● **ASSIGNED TASK**
Copy every line that contains the string "JSON" from the entries below.

● **SUPPLIED MATERIAL**
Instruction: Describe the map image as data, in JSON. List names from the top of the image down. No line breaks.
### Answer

...

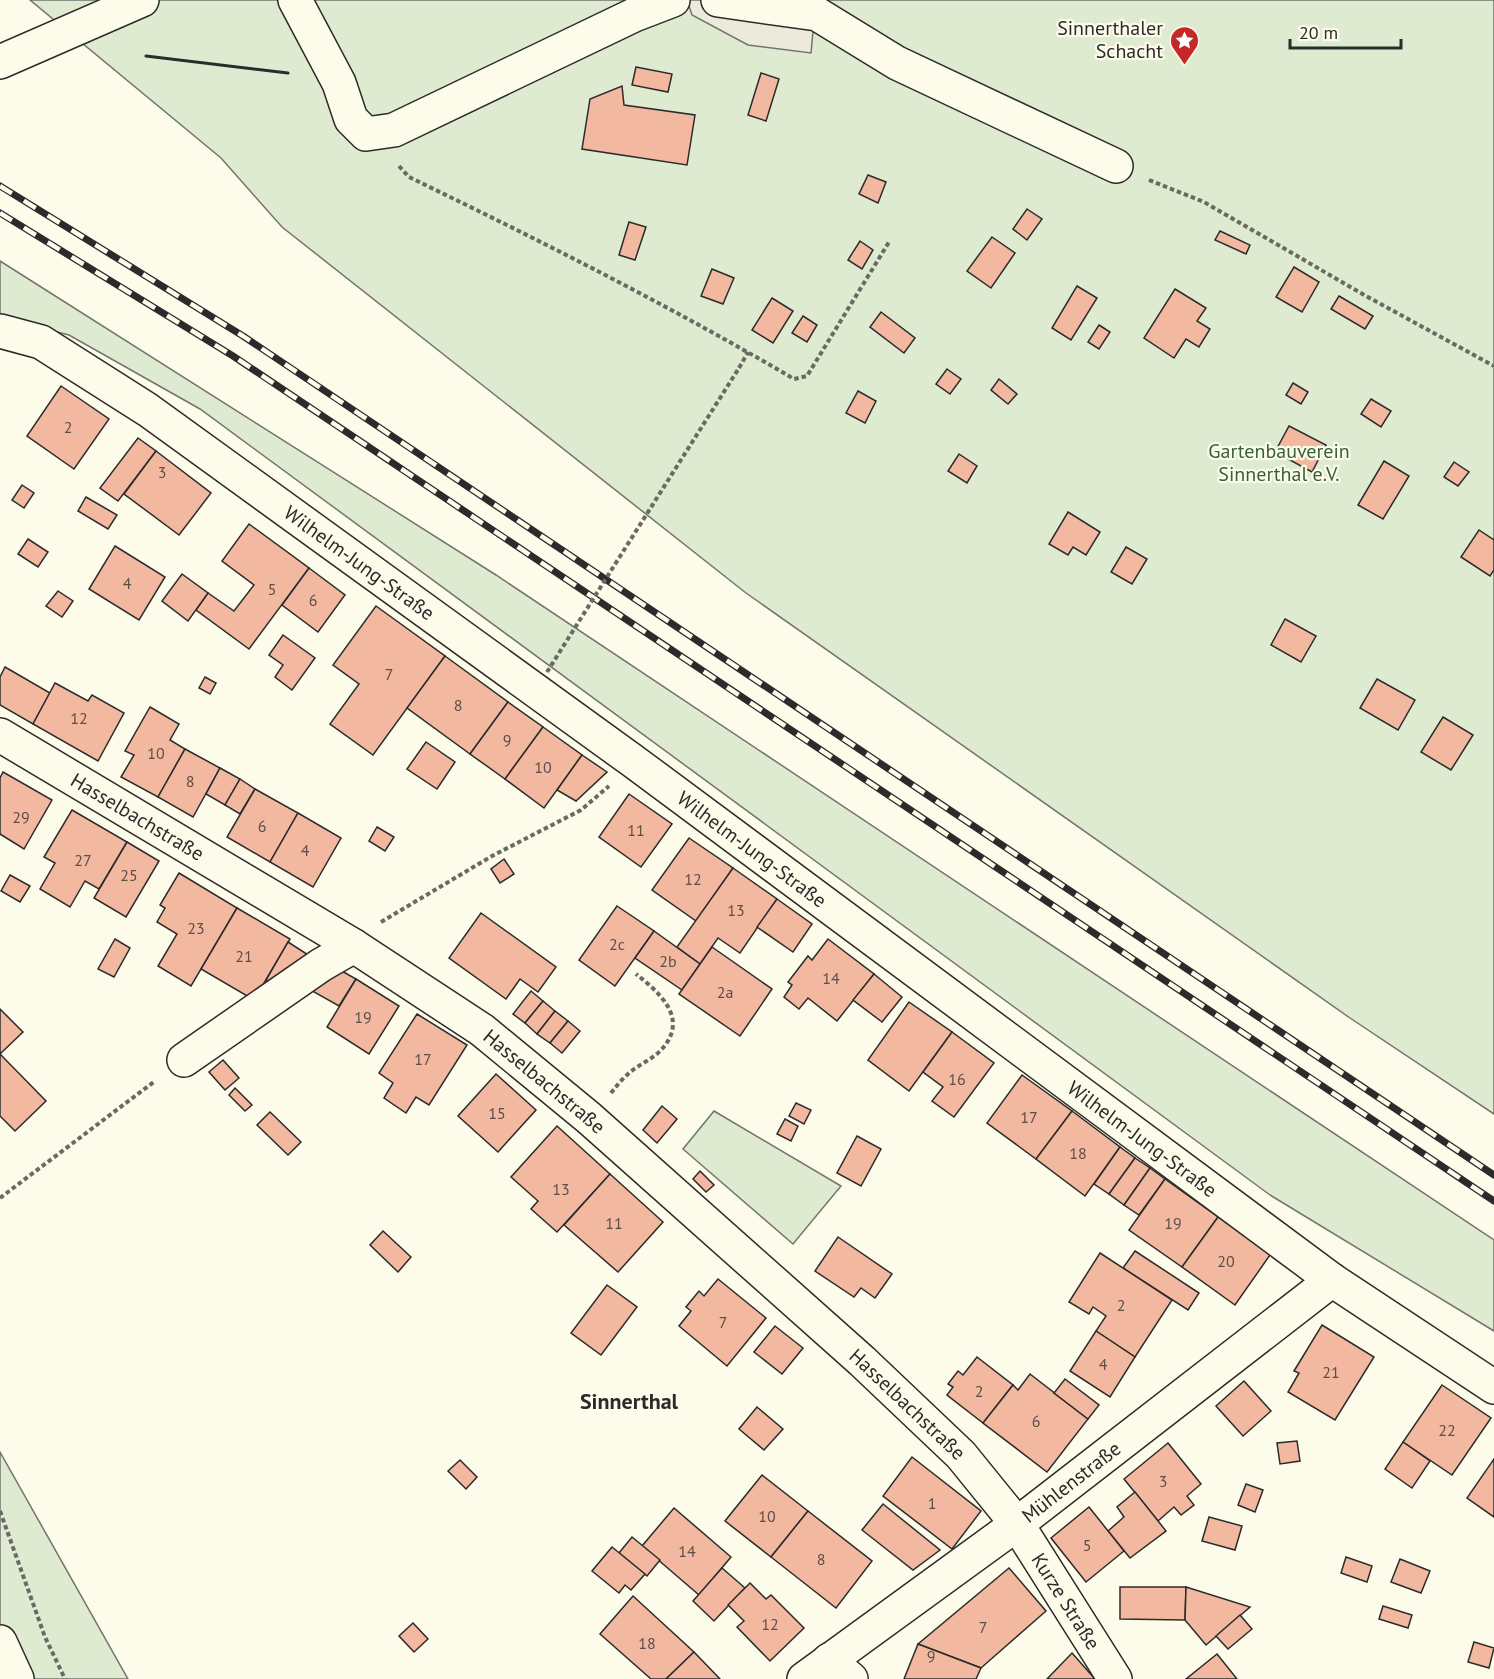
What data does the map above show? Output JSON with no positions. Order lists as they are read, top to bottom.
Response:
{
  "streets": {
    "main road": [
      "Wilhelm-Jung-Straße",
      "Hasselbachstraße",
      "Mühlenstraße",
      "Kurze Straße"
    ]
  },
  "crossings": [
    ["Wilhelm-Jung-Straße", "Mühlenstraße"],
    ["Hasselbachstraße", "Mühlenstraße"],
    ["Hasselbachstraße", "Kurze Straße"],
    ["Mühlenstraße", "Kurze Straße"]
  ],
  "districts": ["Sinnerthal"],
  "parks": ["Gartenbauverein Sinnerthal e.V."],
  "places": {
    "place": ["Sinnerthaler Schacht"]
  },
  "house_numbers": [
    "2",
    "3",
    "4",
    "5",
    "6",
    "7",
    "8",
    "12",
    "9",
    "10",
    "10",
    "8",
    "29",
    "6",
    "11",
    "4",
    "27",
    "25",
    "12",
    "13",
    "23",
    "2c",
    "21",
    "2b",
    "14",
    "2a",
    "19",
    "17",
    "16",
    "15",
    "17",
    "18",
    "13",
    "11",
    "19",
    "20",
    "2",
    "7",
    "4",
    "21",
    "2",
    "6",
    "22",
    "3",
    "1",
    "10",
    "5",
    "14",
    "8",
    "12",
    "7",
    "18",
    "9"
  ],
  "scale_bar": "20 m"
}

● **COMPLETED TASK**
Instruction: Describe the map image as data, in JSON. List names from the top of the image down. No line breaks.
What data does the map above show? Output JSON with no positions. Order lists as they are read, top to bottom.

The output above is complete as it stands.